Passé par le top du commerce et de la finance, Paris-Dauphine et l’Essec, Maxime ne voulait pas se contenter d’un poste surpayé. « L’argent, il y en a tellement et depuis longtemps dans ma famille que ce n’est plus un sujet. » Valeur travail, vocation sociale, mépris de l’ostentation… c’est avec cet héritage que l’enfant de la grande bourgeoisie parisienne a manœuvré. Plutôt qu’en banque d’affaires, il fait sa césure dans la marine, où il apprend à piloter des bateaux, puis choisit des emplois où l’argent n’est pas le seul profit : du conseil dans les pays qui sortent de conflits durant six ans où il baroude entre Asie et Afrique ; puis, de retour à Paris où il se marie en 2016, comme cadre dans une start-up spécialisée dans l’aide à domicile pour personnes âgées.
« J’étais très heureux dans cette vie », assure Maxime, qui a de toute façon toujours su qu’il aurait « dix vies ». Et celle-ci n’allait pas tarder à s’arrêter : il divorce au printemps 2019 et, l’été suivant, part trois semaines en Alaska faire du kayak avec des amis. Jusque-là, il s’était intéressé à l’écologie de loin. Mais ce voyage au bout du monde est un choc, dont il rentre convaincu qu’il s’agit du « combat du siècle ». « Même dans une région aussi peu habitée, les glaciers fondent et les forêts dessèchent. » L’expérience est amplifiée par une lecture, emportée dans son sac : Comment tout peut s’effondrer, de Pablo Servigne et Raphaël Stevens. À la fin de son voyage, il croise par hasard un entrepreneur canadien engagé comme capitaine dans des campagnes de Sea Shepherd. Jusque-là « à l’opposé » des valeurs libertaires de l’ONG de défense des océans, cette rencontre le décide à postuler.
Un an plus tard, il quitte son emploi et embarque sur le Bob Barker, l’un des navires de Sea Shepherd, qu’il pilote huit heures par jour durant quatre mois, pour une mission dans le golfe de Guinée. « J’ai eu un sentiment d’utilité : notre action a permis de sauver des milliers de poissons », se réjouit Maxime, qui se souvient aussi du « bonheur d’être sur l’eau » et de quelques moments de grâce, entre bancs de dauphins et pluies d’étoiles filantes.

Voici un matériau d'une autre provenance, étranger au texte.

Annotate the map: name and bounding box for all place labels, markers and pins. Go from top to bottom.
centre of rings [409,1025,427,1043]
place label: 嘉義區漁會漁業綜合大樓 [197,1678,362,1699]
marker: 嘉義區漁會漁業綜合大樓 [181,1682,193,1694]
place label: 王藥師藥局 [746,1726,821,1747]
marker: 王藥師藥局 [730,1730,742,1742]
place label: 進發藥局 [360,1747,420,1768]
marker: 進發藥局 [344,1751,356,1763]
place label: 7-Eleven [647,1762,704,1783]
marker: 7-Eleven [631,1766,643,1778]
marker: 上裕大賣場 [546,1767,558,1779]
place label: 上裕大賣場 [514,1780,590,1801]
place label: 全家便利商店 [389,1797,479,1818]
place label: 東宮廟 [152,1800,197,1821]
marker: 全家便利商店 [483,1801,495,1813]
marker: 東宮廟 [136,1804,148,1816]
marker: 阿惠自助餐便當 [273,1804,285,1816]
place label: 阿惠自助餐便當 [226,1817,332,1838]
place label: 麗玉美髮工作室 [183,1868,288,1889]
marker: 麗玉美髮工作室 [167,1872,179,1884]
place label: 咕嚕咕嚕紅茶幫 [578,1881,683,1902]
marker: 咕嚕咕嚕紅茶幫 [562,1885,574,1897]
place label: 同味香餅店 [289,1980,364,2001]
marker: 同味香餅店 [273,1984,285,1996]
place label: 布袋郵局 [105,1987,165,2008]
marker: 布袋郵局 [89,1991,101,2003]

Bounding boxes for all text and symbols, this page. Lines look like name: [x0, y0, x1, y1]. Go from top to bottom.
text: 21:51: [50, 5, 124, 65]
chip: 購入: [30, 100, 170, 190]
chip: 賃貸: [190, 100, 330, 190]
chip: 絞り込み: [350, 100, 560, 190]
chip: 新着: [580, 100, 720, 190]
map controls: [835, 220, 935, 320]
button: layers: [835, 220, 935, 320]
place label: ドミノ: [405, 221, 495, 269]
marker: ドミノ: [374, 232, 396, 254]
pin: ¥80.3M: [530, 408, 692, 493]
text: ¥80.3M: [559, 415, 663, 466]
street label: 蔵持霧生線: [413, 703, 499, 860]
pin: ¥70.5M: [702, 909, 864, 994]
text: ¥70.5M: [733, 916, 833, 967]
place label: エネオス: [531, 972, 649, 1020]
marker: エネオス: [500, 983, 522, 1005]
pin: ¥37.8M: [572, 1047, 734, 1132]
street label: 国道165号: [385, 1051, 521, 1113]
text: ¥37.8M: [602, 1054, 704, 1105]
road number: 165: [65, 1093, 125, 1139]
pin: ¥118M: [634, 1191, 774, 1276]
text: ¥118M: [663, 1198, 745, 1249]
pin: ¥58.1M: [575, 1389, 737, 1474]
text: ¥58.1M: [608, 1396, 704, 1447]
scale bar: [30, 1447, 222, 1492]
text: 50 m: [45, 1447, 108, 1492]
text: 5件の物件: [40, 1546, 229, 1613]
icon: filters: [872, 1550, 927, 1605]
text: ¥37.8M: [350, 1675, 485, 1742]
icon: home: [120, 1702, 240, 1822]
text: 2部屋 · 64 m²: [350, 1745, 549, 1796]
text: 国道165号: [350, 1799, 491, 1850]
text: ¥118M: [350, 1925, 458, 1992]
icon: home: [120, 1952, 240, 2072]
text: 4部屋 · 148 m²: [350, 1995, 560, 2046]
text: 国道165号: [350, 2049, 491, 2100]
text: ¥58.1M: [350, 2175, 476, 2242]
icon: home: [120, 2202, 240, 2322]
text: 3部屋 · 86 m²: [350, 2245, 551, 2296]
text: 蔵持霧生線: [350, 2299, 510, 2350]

Rentré en janvier, il nous a reçus juste avant de repartir. Il est retourné sur le Bob Barker fin mai pour une nouvelle mission africaine. La dernière avant au moins deux ans, assure-t-il. Car Maxime a mille projets, toujours bien structurés : il travaille avec un illustrateur sur deux bandes dessinées qui paraîtront en 2022 dans l’objectif de « raconter des histoires au grand public », comme un complément à l’action directe avec Sea Shepherd. Et plus tard, il s’imagine encore une nouvelle vie dans le conseil, cette fois-ci pour faire bouger les entreprises vers l’écologie. Les réflexes de la vie d’avant lui serviront encore longtemps.